TASK TO CARRY OUT. The response should reproduce exactly the lines from the top of the listing below through the one that contains "0 #bfbb9f) drop-shadow(-2px", and nothing else; pictures do not belong in it.
━━━━━━
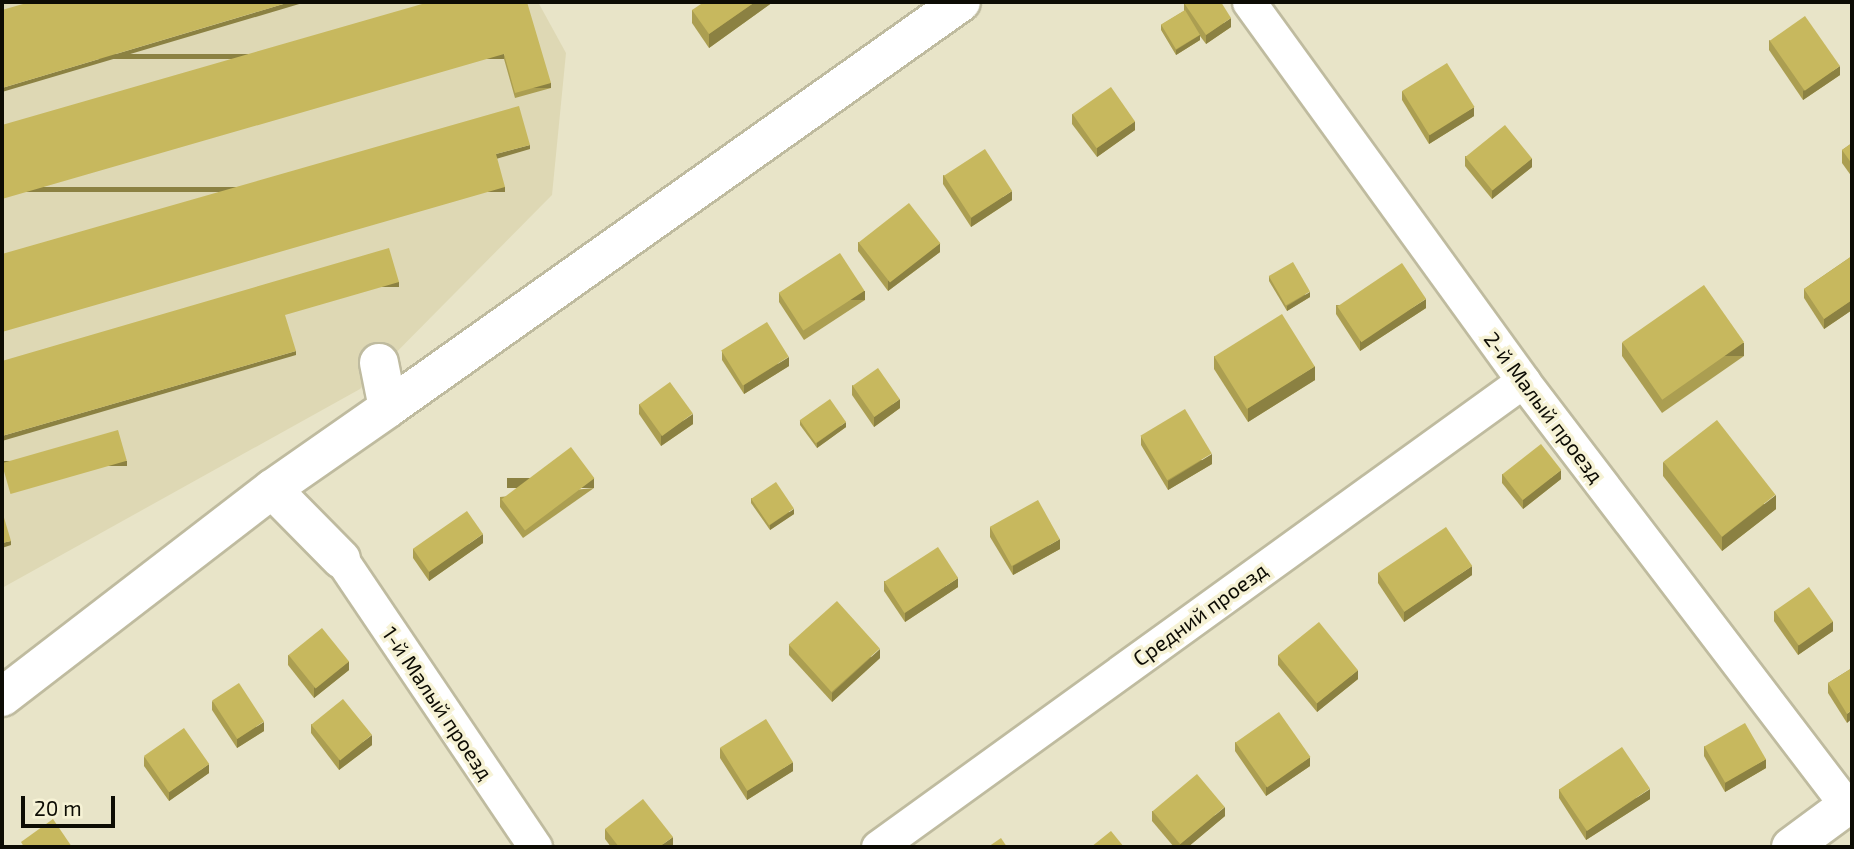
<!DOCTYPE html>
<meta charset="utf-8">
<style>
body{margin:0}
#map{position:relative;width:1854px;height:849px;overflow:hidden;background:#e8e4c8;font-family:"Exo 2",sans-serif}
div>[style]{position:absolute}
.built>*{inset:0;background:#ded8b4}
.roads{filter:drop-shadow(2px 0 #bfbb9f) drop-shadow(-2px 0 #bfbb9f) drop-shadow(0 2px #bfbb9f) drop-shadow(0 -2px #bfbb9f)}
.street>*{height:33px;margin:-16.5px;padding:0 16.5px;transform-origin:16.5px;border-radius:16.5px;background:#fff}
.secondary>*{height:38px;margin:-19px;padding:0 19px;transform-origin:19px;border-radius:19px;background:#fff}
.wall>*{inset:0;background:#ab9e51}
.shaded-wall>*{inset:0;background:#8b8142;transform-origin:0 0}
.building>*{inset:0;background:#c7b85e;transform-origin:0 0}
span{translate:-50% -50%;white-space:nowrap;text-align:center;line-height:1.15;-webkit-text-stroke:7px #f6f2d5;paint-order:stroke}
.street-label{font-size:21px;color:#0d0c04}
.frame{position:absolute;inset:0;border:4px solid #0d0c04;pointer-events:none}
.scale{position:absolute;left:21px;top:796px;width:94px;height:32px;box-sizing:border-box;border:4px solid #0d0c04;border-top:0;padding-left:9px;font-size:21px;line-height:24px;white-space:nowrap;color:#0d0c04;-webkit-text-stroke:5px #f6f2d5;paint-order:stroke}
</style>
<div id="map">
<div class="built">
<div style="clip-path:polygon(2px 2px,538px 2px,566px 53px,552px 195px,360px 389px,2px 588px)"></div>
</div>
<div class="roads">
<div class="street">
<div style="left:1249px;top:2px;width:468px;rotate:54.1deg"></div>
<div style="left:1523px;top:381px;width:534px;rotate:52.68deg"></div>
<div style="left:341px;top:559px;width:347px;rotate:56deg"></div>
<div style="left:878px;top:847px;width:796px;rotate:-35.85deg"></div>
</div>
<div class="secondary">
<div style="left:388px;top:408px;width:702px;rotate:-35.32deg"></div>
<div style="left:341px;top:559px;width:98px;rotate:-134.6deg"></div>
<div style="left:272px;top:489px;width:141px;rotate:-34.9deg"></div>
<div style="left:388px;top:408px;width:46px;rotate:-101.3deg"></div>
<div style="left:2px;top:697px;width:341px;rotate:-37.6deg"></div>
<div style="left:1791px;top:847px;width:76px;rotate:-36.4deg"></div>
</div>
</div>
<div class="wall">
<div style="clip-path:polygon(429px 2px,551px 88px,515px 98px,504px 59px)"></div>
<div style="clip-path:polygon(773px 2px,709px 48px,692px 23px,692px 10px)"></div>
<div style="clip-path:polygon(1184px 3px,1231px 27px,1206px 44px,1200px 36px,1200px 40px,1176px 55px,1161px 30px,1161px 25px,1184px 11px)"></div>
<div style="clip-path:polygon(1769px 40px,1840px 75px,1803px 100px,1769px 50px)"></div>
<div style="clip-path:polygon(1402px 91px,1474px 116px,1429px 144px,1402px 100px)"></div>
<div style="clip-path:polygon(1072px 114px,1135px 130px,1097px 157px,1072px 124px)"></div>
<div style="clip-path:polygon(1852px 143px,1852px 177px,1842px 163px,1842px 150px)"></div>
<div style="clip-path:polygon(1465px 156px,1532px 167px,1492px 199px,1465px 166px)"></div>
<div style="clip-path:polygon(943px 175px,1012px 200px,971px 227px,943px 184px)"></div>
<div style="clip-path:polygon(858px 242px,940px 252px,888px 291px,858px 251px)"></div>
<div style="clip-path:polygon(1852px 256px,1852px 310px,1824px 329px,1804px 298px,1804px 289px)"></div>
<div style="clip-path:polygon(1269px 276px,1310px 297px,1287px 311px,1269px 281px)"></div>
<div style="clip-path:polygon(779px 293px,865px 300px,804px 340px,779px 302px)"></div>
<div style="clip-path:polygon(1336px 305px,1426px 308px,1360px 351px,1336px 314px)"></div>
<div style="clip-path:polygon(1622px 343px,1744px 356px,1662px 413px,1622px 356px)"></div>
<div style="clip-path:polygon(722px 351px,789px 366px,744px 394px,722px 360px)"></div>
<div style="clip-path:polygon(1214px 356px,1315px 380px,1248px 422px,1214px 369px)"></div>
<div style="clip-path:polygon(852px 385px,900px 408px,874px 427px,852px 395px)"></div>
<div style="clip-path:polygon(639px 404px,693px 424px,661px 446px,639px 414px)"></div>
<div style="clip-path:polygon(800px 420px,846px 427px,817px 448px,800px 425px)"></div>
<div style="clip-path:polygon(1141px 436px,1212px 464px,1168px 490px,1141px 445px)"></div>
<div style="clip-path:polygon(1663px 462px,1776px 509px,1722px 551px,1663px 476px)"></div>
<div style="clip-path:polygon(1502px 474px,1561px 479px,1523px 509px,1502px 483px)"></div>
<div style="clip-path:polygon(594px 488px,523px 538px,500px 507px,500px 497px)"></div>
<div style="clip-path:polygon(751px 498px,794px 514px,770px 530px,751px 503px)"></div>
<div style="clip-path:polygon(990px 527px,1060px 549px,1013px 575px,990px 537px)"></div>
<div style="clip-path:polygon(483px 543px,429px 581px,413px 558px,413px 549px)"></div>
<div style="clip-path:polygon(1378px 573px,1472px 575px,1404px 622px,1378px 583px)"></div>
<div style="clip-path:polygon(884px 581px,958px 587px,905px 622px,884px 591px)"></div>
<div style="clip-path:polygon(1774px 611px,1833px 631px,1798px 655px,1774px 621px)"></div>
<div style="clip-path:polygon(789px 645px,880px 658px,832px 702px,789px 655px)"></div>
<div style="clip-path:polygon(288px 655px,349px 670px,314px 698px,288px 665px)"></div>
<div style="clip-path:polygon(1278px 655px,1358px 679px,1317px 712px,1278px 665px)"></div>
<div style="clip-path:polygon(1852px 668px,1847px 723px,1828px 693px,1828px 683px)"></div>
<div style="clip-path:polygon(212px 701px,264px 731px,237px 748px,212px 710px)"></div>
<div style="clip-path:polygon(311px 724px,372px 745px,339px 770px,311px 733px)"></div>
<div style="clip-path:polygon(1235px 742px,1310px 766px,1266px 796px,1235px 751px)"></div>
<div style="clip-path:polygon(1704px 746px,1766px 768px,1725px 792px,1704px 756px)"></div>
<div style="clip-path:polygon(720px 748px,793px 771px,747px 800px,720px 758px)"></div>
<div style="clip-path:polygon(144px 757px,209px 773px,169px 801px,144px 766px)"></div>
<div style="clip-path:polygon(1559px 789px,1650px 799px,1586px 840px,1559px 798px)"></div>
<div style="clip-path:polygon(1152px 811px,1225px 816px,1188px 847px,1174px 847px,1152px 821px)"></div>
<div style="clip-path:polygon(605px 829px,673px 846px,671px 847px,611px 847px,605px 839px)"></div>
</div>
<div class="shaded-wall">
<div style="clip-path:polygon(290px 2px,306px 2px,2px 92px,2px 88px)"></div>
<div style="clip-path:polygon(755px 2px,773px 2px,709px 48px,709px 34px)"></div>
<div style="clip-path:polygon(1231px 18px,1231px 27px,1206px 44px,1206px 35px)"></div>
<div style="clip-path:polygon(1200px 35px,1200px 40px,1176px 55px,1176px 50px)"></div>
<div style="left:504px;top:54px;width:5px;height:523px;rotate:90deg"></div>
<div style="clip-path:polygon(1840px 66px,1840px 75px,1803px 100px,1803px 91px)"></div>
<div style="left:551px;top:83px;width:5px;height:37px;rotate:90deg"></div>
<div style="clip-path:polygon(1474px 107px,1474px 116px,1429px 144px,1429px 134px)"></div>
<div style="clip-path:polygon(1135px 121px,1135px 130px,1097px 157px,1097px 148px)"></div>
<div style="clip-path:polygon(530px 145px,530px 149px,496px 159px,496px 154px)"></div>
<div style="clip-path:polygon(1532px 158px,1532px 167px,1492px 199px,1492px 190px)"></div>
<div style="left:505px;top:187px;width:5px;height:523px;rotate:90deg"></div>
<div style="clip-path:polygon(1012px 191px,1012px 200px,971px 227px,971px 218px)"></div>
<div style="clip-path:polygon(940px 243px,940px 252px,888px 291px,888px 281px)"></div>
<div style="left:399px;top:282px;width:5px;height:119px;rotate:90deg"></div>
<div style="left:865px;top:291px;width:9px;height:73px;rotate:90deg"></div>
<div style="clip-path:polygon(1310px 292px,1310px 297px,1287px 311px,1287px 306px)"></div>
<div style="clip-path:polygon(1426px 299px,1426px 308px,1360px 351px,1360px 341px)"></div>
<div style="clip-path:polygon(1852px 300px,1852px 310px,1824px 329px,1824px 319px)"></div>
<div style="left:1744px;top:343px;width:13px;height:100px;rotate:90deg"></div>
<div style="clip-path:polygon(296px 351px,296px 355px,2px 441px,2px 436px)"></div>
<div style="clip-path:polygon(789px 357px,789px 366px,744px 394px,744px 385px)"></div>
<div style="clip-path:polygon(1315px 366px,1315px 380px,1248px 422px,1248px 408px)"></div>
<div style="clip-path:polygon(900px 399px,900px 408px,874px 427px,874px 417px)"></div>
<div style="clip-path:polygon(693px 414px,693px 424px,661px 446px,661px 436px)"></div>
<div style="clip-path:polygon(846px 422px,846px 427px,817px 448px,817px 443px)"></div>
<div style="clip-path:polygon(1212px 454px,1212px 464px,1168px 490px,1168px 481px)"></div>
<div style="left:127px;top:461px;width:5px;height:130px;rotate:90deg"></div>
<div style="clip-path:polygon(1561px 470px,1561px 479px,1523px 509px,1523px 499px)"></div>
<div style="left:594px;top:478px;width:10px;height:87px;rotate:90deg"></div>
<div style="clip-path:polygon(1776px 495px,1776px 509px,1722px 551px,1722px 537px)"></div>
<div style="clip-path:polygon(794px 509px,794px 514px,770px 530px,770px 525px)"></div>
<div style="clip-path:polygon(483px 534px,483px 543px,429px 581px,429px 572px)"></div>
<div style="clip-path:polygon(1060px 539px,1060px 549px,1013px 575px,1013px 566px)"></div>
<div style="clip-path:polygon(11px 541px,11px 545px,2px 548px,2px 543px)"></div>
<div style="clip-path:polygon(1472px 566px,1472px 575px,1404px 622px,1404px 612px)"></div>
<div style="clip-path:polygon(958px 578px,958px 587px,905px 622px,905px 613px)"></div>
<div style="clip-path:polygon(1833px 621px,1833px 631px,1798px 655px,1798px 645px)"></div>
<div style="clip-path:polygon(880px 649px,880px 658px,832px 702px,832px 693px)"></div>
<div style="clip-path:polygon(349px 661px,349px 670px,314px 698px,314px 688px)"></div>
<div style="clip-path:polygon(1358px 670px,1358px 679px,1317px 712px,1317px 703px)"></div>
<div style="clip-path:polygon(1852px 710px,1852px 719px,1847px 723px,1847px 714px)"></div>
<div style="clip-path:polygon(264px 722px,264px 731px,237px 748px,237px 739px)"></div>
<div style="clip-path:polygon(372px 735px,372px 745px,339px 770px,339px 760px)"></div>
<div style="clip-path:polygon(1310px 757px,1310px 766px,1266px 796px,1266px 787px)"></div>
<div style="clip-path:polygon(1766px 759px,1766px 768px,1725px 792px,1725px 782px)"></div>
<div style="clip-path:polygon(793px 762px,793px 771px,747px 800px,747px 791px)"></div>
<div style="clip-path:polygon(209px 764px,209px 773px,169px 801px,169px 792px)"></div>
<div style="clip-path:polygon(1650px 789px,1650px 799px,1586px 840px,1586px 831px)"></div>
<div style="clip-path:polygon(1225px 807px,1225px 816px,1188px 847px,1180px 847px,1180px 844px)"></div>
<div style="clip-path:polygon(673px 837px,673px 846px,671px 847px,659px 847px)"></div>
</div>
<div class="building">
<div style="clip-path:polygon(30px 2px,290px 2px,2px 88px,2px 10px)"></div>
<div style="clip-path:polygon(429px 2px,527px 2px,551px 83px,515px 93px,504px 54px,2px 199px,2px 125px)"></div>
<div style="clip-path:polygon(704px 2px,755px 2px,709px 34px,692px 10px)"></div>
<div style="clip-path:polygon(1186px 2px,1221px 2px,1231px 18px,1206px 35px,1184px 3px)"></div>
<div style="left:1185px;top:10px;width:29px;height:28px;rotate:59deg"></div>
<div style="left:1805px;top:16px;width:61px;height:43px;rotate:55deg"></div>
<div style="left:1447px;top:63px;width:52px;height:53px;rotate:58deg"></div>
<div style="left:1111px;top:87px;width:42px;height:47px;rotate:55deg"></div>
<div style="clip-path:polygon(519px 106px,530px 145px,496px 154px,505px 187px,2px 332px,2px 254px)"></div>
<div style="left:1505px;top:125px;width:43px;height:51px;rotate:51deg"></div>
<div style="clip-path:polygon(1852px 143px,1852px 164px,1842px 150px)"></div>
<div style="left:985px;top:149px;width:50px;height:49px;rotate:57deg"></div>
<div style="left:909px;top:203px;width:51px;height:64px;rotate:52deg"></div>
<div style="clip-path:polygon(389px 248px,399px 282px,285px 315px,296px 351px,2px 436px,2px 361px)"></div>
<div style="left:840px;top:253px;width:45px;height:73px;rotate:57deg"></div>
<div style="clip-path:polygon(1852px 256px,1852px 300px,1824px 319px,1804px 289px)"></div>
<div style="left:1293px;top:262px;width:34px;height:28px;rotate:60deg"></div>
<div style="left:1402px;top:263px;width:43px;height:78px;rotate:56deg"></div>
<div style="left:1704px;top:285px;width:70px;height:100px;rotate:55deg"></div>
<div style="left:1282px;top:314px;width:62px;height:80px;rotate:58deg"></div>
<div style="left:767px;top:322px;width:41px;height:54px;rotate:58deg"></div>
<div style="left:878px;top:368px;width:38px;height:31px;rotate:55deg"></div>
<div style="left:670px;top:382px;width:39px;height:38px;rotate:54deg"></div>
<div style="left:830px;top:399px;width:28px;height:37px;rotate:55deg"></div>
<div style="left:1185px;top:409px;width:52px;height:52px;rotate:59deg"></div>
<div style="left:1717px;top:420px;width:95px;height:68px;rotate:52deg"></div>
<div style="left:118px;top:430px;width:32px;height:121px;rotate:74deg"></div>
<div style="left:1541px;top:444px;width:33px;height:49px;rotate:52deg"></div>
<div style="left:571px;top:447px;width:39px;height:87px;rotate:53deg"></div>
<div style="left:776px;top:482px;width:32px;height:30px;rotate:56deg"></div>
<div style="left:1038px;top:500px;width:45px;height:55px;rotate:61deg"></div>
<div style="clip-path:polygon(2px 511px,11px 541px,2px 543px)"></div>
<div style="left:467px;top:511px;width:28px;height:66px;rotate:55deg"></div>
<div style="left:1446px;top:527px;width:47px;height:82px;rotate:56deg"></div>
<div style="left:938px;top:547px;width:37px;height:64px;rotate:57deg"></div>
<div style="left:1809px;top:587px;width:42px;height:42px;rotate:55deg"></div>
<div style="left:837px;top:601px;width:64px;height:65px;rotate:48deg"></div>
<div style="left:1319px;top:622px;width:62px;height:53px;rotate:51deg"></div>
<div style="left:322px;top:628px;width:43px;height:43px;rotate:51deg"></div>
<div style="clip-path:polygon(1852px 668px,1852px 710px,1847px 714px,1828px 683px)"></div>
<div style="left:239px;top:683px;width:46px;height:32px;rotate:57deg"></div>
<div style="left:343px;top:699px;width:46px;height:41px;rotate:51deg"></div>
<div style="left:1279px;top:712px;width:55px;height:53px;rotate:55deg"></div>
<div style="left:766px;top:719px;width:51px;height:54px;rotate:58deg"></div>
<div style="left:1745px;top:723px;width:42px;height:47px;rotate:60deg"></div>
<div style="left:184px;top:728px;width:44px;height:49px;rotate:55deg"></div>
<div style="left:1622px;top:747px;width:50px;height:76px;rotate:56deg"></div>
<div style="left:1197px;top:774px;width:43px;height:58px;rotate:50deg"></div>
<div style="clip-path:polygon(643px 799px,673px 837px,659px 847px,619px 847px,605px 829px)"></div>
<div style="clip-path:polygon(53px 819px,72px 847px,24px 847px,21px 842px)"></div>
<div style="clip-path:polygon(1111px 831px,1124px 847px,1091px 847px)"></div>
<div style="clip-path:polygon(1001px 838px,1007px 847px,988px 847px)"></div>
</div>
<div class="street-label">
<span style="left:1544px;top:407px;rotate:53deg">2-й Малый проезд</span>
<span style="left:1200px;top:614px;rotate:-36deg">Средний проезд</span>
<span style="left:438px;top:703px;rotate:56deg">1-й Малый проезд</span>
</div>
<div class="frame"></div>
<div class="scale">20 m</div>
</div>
━━━━━━
SOLUTION FOR THIS EXERCISE.
<!DOCTYPE html>
<meta charset="utf-8">
<style>
body{margin:0}
#map{position:relative;width:1854px;height:849px;overflow:hidden;background:#e8e4c8;font-family:"Exo 2",sans-serif}
div>[style]{position:absolute}
.built>*{inset:0;background:#ded8b4}
.roads{filter:drop-shadow(2px 0 #bfbb9f) drop-shadow(-2px 0 #bfbb9f) drop-shadow(0 2px #bfbb9f) drop-shadow(0 -2px #bfbb9f)}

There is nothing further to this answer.